Akan tetapi, dewasa ini, para ilmuwan mulai sadar bahwa “rasionalitas” atau "akal budi" manusia tetaplah terbatas. IPTEK yang adalah anak kandung dari rasionalitas ternyata tidak mampu memecahkan semua persoalan hidup manusia, karena disadari juga bahwa dunia ini penuh dengan "lautan misteri" yang tidak dapat disingkapkan seluruhnya oleh “akal budi” manusia yang hanya sepotong itu.
Selain itu, IPTEK ternyata melahirkan juga penderitaan baru bagi manusia. Mengapa? Karena di satu sisi, IPTEK mampu membuat hidup manusia lebih diermudah dengan efektivitas dan efesiensi melalui alat bantu berupa produk-produk yang dihasilkan IPTEK. Contoh: pikiran kita sudah dipermudah kerjanya oleh kalkulator; tangan kita dipermudah oleh mesin-mesin produksi; kaki kita dipermudah oleh alat-alat transportasi; mata kita dipermudah oleh kaca mata dan media massa baik elektronik maupun cetak; mulut kita dipermudah oleh aneka pengeras suara; dll. Intinya, produk-produk kemodernan memang telah membuat hidup kita dipermudah alias lebih efisien dan efektif. Namun, sadar ataupun tidak, kita sesungguhnya perlahan-lahan telah diperbudak atau dikontrol oleh mesin-mesin dan alat-alat yang dihasilkan oleh IPTEK.
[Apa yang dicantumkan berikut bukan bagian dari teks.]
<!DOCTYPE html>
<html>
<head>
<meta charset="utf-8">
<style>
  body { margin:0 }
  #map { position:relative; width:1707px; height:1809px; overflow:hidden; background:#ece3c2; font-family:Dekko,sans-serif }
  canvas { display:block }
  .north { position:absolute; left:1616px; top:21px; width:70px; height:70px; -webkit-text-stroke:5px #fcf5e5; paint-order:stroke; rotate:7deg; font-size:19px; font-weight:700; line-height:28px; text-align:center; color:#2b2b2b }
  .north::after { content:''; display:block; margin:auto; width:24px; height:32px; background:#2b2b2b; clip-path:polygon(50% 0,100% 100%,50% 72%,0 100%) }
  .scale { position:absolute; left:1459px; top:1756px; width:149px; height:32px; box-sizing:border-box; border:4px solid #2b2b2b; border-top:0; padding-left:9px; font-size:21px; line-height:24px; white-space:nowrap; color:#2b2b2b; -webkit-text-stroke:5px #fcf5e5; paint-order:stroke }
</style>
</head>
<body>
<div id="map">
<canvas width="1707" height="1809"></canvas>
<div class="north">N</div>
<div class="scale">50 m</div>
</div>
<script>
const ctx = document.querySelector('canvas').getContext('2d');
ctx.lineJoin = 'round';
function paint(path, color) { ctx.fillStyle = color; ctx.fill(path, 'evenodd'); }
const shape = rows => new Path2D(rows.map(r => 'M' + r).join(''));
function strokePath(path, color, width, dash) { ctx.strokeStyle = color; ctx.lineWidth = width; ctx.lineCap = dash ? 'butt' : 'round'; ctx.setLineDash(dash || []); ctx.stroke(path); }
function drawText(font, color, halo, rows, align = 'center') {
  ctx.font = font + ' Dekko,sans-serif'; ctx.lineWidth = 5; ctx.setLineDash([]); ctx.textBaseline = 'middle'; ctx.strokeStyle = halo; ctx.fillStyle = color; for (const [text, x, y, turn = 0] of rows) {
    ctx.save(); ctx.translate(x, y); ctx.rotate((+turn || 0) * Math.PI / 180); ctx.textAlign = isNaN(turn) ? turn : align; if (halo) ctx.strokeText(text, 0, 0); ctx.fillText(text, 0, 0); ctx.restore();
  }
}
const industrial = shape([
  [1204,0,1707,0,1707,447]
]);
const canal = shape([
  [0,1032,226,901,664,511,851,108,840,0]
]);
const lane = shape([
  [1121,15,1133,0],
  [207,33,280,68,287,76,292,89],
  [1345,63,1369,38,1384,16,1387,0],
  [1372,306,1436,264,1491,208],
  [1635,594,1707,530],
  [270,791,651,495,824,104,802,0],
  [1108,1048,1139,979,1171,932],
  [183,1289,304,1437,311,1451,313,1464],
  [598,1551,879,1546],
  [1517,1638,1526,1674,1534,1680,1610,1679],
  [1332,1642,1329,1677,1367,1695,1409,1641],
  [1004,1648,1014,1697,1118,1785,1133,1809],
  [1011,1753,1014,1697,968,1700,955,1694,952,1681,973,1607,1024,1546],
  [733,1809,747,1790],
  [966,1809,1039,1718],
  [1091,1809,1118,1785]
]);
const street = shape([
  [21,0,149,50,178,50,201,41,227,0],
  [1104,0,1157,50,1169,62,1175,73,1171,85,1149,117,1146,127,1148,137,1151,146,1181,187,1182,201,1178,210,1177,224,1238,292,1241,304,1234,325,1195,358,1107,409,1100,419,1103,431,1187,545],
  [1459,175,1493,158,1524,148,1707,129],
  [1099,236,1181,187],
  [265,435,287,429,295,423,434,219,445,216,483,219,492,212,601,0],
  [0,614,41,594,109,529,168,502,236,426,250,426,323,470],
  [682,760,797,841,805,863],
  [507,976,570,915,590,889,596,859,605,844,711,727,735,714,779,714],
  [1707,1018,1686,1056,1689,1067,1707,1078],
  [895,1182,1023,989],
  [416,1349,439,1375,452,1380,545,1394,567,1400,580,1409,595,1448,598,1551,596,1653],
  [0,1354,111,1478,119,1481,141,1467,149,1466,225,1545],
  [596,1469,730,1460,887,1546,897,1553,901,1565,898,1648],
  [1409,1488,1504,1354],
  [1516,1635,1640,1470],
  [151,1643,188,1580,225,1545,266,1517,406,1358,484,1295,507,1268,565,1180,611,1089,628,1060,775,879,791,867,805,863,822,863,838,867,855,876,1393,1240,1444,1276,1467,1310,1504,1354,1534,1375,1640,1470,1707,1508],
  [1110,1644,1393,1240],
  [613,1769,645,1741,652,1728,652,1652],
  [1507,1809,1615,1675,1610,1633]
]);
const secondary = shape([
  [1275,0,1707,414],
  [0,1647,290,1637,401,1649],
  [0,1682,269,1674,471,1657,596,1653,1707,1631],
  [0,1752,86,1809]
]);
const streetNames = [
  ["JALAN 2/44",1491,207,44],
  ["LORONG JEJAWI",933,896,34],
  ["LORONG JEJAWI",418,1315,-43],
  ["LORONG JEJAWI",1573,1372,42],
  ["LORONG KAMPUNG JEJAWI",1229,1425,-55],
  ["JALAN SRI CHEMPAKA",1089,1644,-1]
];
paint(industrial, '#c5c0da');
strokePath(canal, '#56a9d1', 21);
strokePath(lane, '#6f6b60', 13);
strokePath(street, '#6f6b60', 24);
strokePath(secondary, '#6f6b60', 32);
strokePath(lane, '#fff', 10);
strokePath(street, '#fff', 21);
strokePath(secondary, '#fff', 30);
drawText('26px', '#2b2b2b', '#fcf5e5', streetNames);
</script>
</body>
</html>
Jangan dikira bahwa kita-lah yang mengontrol semua alat tersebut. Pada titik tertentu produk-produk IPTEK menjadi otonom dan tidak mudah untuk dikontrol lagi. Contoh: apa yang terjadi jika listrik mati? Kita menjadi lumpuh dan seolah tanpa daya, tidak bisa bekerja atau beraktivitas tanpa listrik. Mengapa? Karena semua aktivitas kita di kantor, di kampus, di rumah, dan di mana-mana sangat bergantung pada listrik. Komputer yang menjadi pusat aktivitas kita tidak lagi bisa dioperasikan, ketika listik mati. Pada titik ini, kita sudah didikte atau dikendalikan oleh IPTEK. Orang yang memakai ponsel pun perlahan-lahan dikendalikan oleh ponsel. Mengapa? Karena ada orang yang tanpa ponsel, rasanya tidak bisa hidup. Tidak mendapatkan sms satu biji pun dalam sehari, menjadi gelisah. Tentu contoh ini terlalu naif dan radikal. Akan tetapi, itu hanya contoh kecil bahwa ternyata bukan kita lagi yang mengontrol semua produk IPTEK tersebut, melainkan kita-lah yang perlahan-lahan dikendalikan oleh mereka yang adalah hasil atau ciptaan kreatif dari “akal budi” atau “rasio” kita.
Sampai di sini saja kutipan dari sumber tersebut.